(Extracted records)
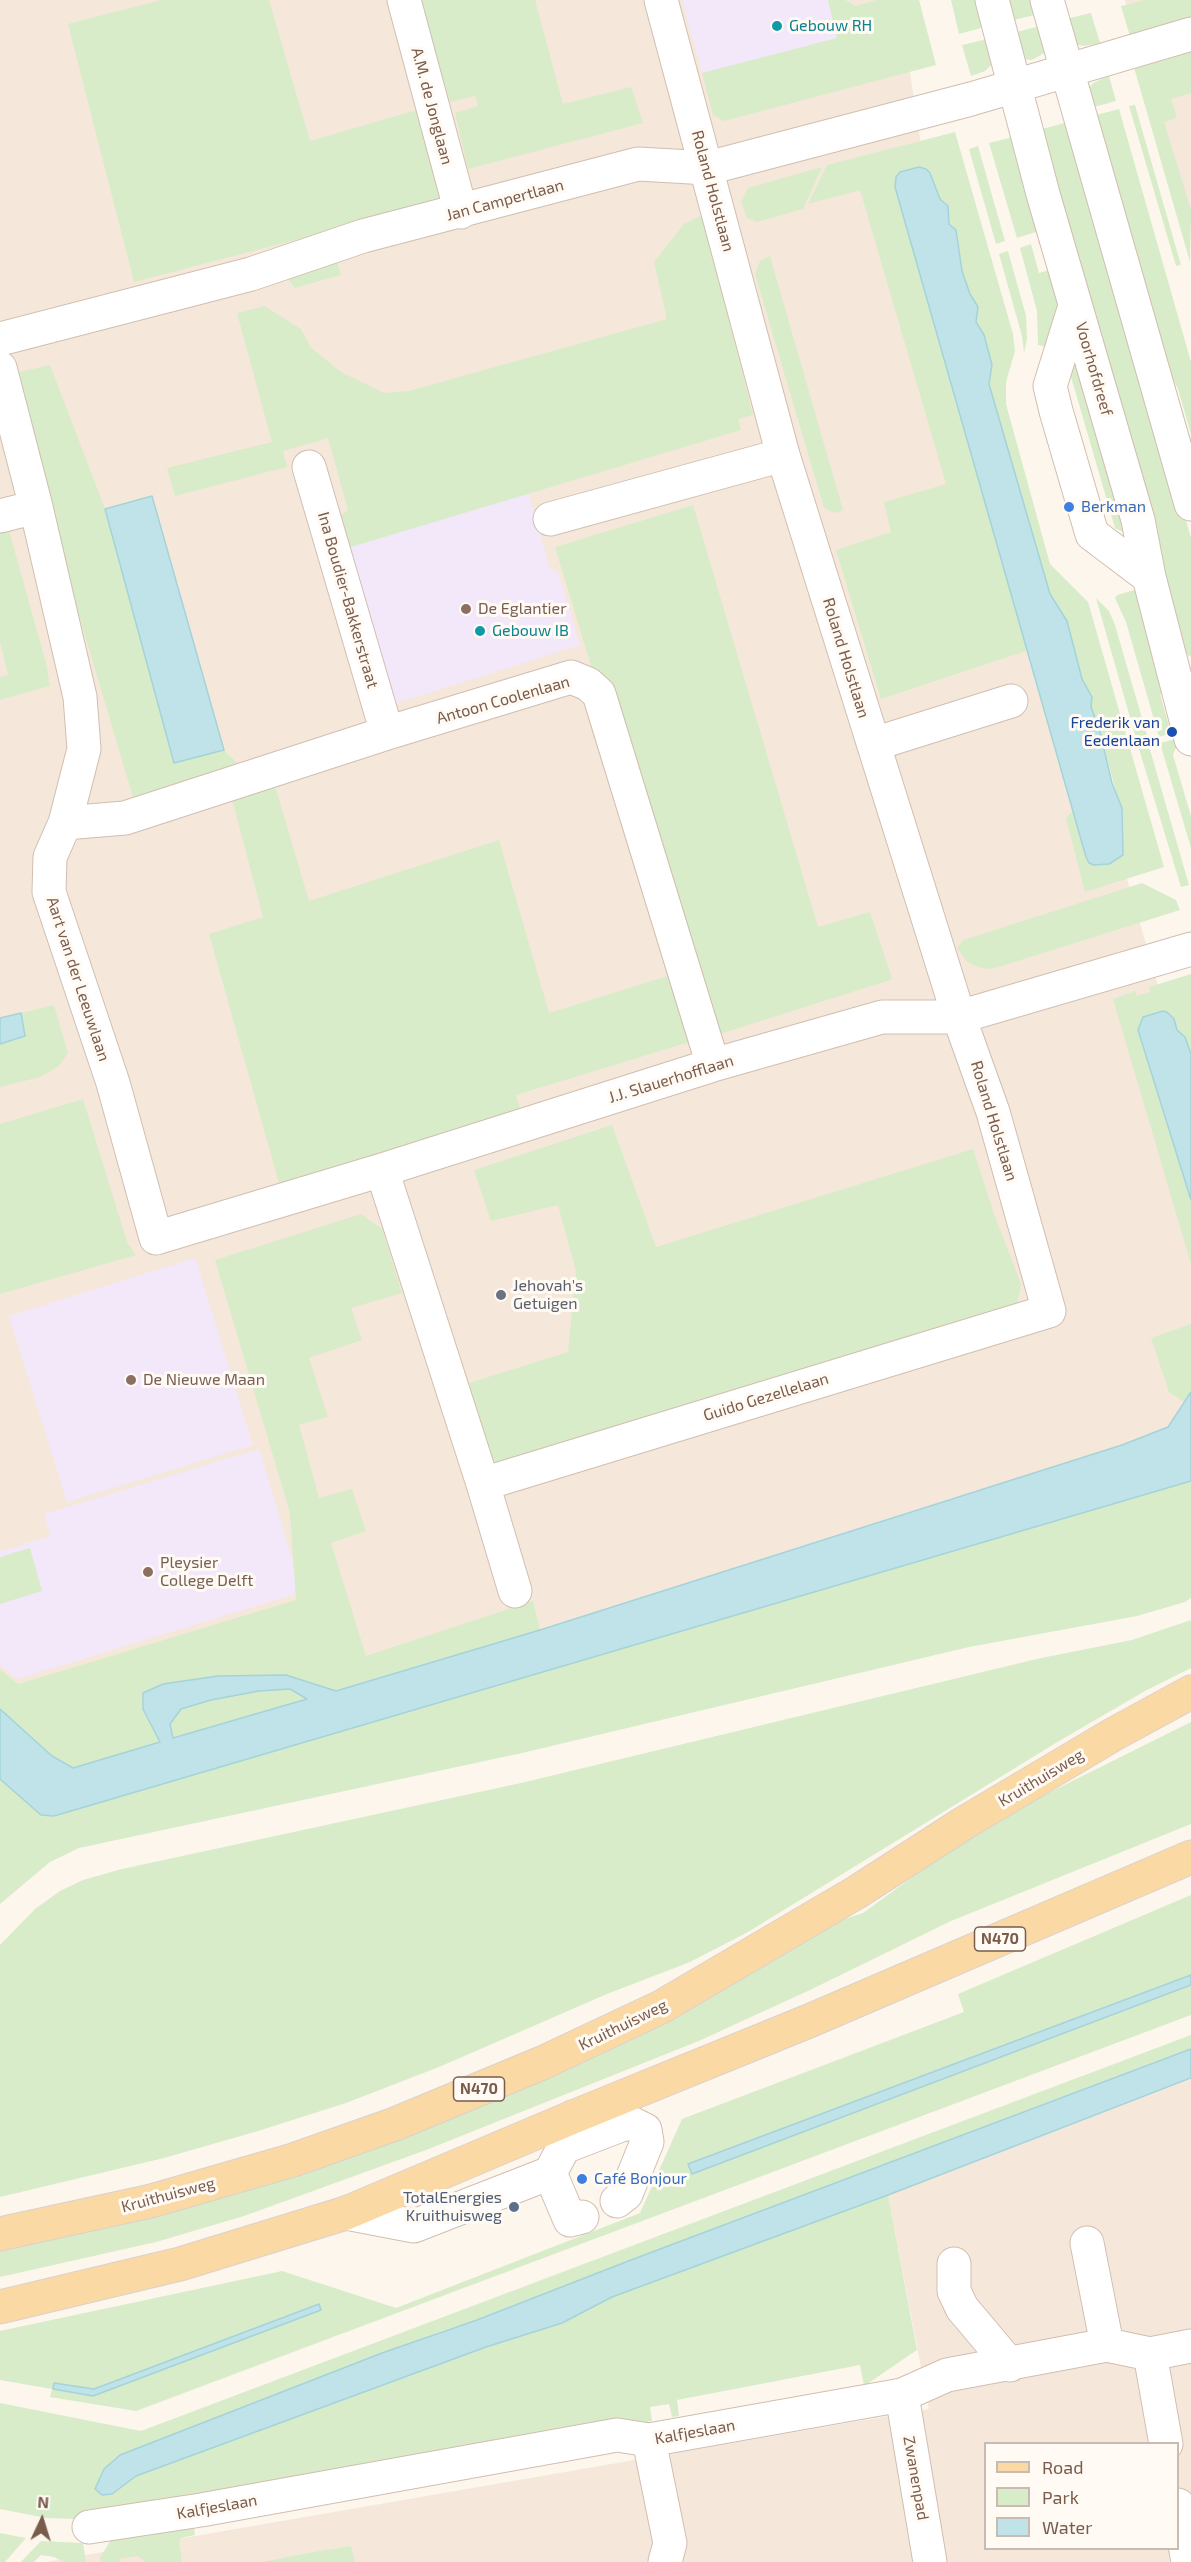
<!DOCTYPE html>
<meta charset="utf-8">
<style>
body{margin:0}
#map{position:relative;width:1191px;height:2562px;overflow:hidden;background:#fdf6ec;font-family:"Exo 2",sans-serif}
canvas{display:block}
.legend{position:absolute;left:984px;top:2442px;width:195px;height:108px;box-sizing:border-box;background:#fffaf3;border:2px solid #cabbb1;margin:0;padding:8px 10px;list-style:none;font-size:18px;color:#7a5c4d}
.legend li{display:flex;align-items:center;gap:12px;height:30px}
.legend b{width:30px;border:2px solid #cabbb1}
.north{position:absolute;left:12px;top:2490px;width:60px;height:60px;-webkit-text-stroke:4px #fffaf3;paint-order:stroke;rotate:4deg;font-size:16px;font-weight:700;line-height:24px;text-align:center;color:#7a5c4d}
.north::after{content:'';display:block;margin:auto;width:21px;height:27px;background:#7a5c4d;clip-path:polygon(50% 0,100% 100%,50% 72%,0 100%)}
</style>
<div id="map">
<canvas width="1191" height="2562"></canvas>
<ul class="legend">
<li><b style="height:8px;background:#fbd9a5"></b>Road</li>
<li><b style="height:16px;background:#d8ecc9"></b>Park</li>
<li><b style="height:16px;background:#bfe3e8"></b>Water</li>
</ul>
<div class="north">N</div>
</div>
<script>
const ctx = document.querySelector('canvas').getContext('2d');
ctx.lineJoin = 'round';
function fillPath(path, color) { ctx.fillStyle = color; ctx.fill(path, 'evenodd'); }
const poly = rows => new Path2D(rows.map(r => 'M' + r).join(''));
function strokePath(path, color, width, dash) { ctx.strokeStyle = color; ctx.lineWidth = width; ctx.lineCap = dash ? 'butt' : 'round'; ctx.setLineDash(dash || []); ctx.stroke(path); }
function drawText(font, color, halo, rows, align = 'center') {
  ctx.font = font + ' "Exo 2",sans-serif'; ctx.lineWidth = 6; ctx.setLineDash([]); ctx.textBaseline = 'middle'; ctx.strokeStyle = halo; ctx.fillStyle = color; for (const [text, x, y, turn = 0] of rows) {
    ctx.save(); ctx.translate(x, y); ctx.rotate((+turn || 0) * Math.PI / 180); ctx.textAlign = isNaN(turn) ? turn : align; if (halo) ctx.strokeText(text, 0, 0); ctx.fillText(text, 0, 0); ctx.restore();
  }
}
const residential = poly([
 [0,0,899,0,922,151,1035,564,1191,1098,1191,1434,949,1499,540,1630,336,1691,52,1756,0,1709,0,1044,25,1035,21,1014,0,1018],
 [1125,0,1191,0,1191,231,1131,22],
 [1191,2079,1191,2562,45,2562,929,2409,888,2195],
 [986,2444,1178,2444,1178,2548,986,2548]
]);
const education = poly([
 [682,0,828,0,838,38,702,73],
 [527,488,550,569,558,572,580,645,394,704,343,542],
 [195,1258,253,1445,67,1502,9,1316],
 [259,1449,302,1592,17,1679,0,1665,0,1552,50,1536,44,1514]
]);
const green = poly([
 [161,0,269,0,310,141,420,109,445,201,134,282,68,24],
 [420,0,535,0,563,104,631,87,643,123,468,169,455,113,478,106,475,96,450,102],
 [828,0,845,0,856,6,876,0,919,0,936,65,724,121,713,115,702,73,837,38],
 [951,0,986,0,992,25,959,34],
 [999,0,1039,0,1035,15,1005,22],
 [1145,0,1191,0,1191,24,1132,43,1121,6],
 [1091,13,1100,43,1084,46,1074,44,1058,21],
 [1045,25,1047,49,1044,53,1032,60,1023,59,1008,34],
 [996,37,992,64,985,71,971,76,962,45],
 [1191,46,1191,93,1171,99,1177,118,1164,122,1191,210,1190,262,1133,64],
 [1109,76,1116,101,1083,110,1087,89,1095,82],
 [1135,105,1181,265,1176,266,1129,106],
 [1119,109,1191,362,1191,434,1178,389,1143,318,1085,118],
 [1072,121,1191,538,1191,657,1183,652,1035,131],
 [955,132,1013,334,1015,351,1006,382,1006,404,1045,546,1050,564,1088,602,1164,867,1085,892,1066,818,1073,811,1086,857,1123,855,1123,819,1099,728,1091,707,1092,697,1082,679,1067,621,1050,594,989,384,992,365,984,335,976,322,978,307,970,294,962,271,956,230,949,224,930,173,913,168,898,174,895,187,1029,650,881,699,836,550,891,532,884,502,946,484,860,190,808,204,827,165],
 [1021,135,1039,231,1017,238,989,143],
 [978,146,1005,241,996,244,969,149],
 [822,167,803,209,757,222,747,218,741,202,748,188],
 [702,215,753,415,738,419,741,430,341,550,333,523,348,510,328,438,283,451,287,467,175,496,167,468,272,442,237,313,264,306,301,329,311,348,341,372,384,393,409,391,667,319,654,262,684,224],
 [1031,244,1039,273,1050,270,1062,295,1047,347,1038,345,1037,311,1020,248],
 [1008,251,1026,316,1027,338,1024,353,1022,336,999,254],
 [335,254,341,275,295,288,280,269],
 [770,256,843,510,834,513,824,508,755,274,760,261],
 [1074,341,1130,535,1115,528,1069,370],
 [50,365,105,509,174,763,224,750,241,767,135,804,35,467,11,374],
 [693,505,818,927,870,912,892,978,890,980,720,1034,669,868,592,669,555,547],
 [6,520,46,663,50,686,0,700,0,677,8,675,0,642,0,521],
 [1138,589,1167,692,1160,694,1171,733,1159,737,1126,622,1115,598,1117,595],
 [1096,598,1109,611,1115,625,1148,739,1137,742],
 [1180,738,1173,755,1191,816,1191,848,1160,743],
 [1149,746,1189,885,1181,887,1139,749],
 [275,786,309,901,499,840,549,1013,677,973,696,1040,516,1095,522,1115,281,1190,209,934,263,917,232,799],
 [1142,883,1176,900,1180,910,992,969,981,968,967,962,957,948,963,940],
 [1191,974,1191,1054,1185,1037,1177,1030,1174,1019,1167,1012,1143,1017,1138,1030,1191,1200,1191,1264,1113,999,1135,991,1137,996,1150,992,1149,987],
 [54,1005,68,1053,58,1067,40,1077,0,1087,0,1044,25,1036,21,1013],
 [83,1099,127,1242,136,1255,0,1294,0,1124],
 [612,1125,656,1247,973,1149,994,1214,1021,1284,1017,1305,502,1466,495,1462,490,1452,480,1426,469,1383,568,1352,576,1271,558,1205,491,1221,474,1170],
 [361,1214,382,1229,402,1293,351,1308,362,1340,309,1358,328,1417,299,1425,319,1498,352,1489,366,1531,331,1543,366,1656,533,1601,540,1630,336,1691,286,1675,218,1676,163,1684,143,1693,143,1709,160,1742,73,1768,52,1756,0,1709,0,1669,18,1684,296,1600,290,1513,215,1260],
 [1191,1324,1191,1392,1184,1402,1169,1392,1151,1338],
 [1191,1481,1191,1598,1185,1602,1137,1616,969,1647,522,1753,79,1848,50,1862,0,1904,0,1779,41,1815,54,1816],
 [30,1548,42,1591,0,1604,0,1557],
 [1191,1620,1191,1668,1145,1691,1059,1741,748,1932,690,1962,607,1994,439,2067,346,2103,258,2131,164,2158,0,2197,0,1945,35,1909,60,1891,83,1880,122,1869,521,1783,1041,1658,1132,1640],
 [290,1689,308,1699,174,1739,170,1724,181,1709,211,1700,259,1691],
 [1191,1722,1191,1824,951,1921,810,1990,701,2040,426,2150,244,2216,156,2242,0,2277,0,2240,217,2191,817,1928,863,1913,984,1825],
 [1191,1895,1191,1975,689,2164,693,2173,1191,1985,1191,2015,136,2411,50,2397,52,2389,0,2380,0,2331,282,2271,396,2308,640,2213,682,2119,964,2012,958,1994],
 [318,2304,321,2310,93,2396,53,2389,55,2383,94,2389],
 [1191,2035,1191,2049,631,2260,477,2320,442,2331,120,2455,112,2494,136,2476,486,2347,562,2323,612,2297,888,2195,917,2350,864,2386,860,2365,677,2400,679,2416,672,2417,669,2404,650,2407,652,2421,128,2515,74,2519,46,2518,0,2509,0,2403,141,2431],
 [194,2527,195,2535,181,2538,179,2542,182,2562,145,2562,138,2556,119,2559,120,2562,100,2562,100,2558,110,2541],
 [0,2533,26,2538,5,2562,0,2562],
 [41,2541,83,2543,86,2562,64,2562,54,2557,41,2555,34,2562,21,2562],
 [351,2546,355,2562,261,2562,314,2552]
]);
const water = poly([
 [919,167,926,169,930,173,940,199,948,206,949,224,956,230,962,271,970,294,978,307,976,322,984,335,992,365,989,384,1050,594,1067,621,1082,679,1092,697,1091,707,1099,728,1112,783,1122,808,1123,855,1109,864,1094,865,1089,863,1086,857,895,187,896,177,900,172,919,167],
 [152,496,224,750,174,763,105,509,152,496],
 [1163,1011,1167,1012,1174,1019,1177,1030,1185,1037,1191,1054,1191,1200,1138,1030,1143,1017,1163,1011],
 [21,1013,25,1036,0,1044,0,1018,21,1013],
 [1191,1392,1191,1481,54,1816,41,1815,0,1779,0,1709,52,1756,73,1768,160,1742,143,1709,143,1693,163,1684,218,1676,286,1675,336,1691,540,1630,1122,1445,1168,1427,1191,1392],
 [290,1689,307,1699,173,1738,170,1724,181,1709,211,1700,259,1691,290,1689],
 [1191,1975,1191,1985,692,2174,688,2164,1191,1975],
 [1191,2049,1191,2078,888,2195,612,2297,562,2323,486,2347,136,2476,112,2494,102,2495,95,2489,104,2469,120,2455,382,2353,477,2320,631,2260,1191,2049],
 [319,2304,321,2310,93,2396,53,2389,54,2383,94,2389,319,2304]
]);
const minor = poly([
 [404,0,461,212],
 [992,0,1043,194,1138,520,1149,577,1191,739],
 [1047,0,1191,504],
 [1075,306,1050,386,1056,411,1092,534,1149,577],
 [0,339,251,274,363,236,638,164,708,168,971,99,1191,34],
 [0,368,36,507,80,697,84,749,65,823,50,857,49,892,113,1083,156,1238,382,1170,713,1065,882,1017,959,1017,1191,949],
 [309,467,387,733],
 [0,516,36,507],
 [550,519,783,455],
 [874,744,1011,701],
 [65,823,125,818,387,733,571,677,588,684,599,694,713,1065],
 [382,1170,483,1484,515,1591],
 [483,1484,1049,1311,993,1112,959,1017,783,455,661,0],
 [564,2147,621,2125,631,2123,645,2130,647,2142,626,2194,617,2201],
 [550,2173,570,2220,582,2217],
 [346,2213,414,2226,550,2173,564,2147,573,2117],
 [1087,2243,1107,2345],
 [954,2264,954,2291,962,2308,1010,2365],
 [1150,2354,1166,2444],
 [902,2395,930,2562],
 [649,2440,670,2543,665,2562],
 [1178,2505,1188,2562],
 [89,2527,201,2510,617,2435,649,2440,902,2395,947,2375,1107,2345,1150,2354,1191,2346]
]);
const major = poly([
 [0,2234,151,2201,293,2160,395,2124,542,2063,661,2007,857,1892,964,1823,1114,1734,1191,1692],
 [0,2307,180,2264,346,2213,573,2117,809,2021,1191,1857]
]);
const markers = [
 [777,26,6,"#0f9aa8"],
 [1069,507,6,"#3f7fe0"],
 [466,609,6,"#8d6e63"],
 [480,631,6,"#0f9aa8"],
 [1172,732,6,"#1a4fb4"],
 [501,1295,6,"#6b7280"],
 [131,1380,6,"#8d6e63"],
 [148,1572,6,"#8d6e63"],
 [582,2179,6,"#3f7fe0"],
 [514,2207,6,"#5c6f8a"]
];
const shields = [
 [1000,1939,51],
 [479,2089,51]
];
const shieldNames = [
 ["N470",1000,1939],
 ["N470",479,2089]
];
const cultureNames = [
 ["Gebouw RH",789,26],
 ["Gebouw IB",492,631]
];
const streetNames = [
 ["A.M. de Jonglaan",432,106,75],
 ["Roland Holstlaan",713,191,75],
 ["Jan Campertlaan",505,200,-15],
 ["Voorhofdreef",1094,369,74],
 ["Ina Boudier-Bakkerstraat",348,600,74],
 ["Roland Holstlaan",846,658,73],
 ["Antoon Coolenlaan",503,700,-16],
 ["Aart van der Leeuwlaan",78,979,72],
 ["J.J. Slauerhofflaan",671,1079,-17],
 ["Roland Holstlaan",994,1121,73],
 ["Guido Gezellelaan",766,1397,-17],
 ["Kruithuisweg",1041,1778,-31],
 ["Kruithuisweg",623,2025,-26],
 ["Kruithuisweg",168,2195,-15],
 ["Kalfjeslaan",695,2432,-10],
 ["Zwanenpad",916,2478,80],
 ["Kalfjeslaan",217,2507,-10]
];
const shopNames = [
 ["Berkman",1081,507],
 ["Café Bonjour",594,2179]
];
const educationNames = [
 ["De Eglantier",478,609],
 ["De Nieuwe Maan",143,1380],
 ["Pleysier",160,1563],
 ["College Delft",160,1581]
];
const transitNames = [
 ["Frederik van",1160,723],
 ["Eedenlaan",1160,741]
];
const worshipNames = [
 ["Jehovah's",513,1286],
 ["Getuigen",513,1304]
];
const serviceNames = [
 ["TotalEnergies",502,2198],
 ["Kruithuisweg",502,2216]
];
fillPath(residential, '#f5e8da');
fillPath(education, '#f3e8fa');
fillPath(green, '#d8ecc9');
fillPath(water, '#bfe3e8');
strokePath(water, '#a5d3da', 1.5);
strokePath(minor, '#d1beb0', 35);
strokePath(major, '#dad1cd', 35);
strokePath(minor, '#fff', 33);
strokePath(major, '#fbd9a5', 33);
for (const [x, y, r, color] of markers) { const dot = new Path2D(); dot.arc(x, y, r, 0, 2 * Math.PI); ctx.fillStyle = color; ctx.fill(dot); strokePath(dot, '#fffaf3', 2); }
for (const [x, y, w] of shields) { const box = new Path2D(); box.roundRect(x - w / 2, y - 12, w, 24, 4.5); ctx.fillStyle = '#fffaf3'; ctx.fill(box); strokePath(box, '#7a5c4d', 1.5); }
drawText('bold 15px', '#7a5c4d', null, shieldNames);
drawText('16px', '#0d838f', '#fffaf3', cultureNames, 'left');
drawText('16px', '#7a5c4d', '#fffaf3', streetNames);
drawText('16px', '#366cbe', '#fffaf3', shopNames, 'left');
drawText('16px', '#785e54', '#fffaf3', educationNames, 'left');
drawText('16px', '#164399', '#fffaf3', transitNames, 'right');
drawText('16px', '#5b616d', '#fffaf3', worshipNames, 'left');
drawText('16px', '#4e5e75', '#fffaf3', serviceNames, 'right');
</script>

### What you should do
For every line in the data above that has the string "setLineDash", return that line.

### Solved exercise
function strokePath(path, color, width, dash) { ctx.strokeStyle = color; ctx.lineWidth = width; ctx.lineCap = dash ? 'butt' : 'round'; ctx.setLineDash(dash || []); ctx.stroke(path); }
  ctx.font = font + ' "Exo 2",sans-serif'; ctx.lineWidth = 6; ctx.setLineDash([]); ctx.textBaseline = 'middle'; ctx.strokeStyle = halo; ctx.fillStyle = color; for (const [text, x, y, turn = 0] of rows) {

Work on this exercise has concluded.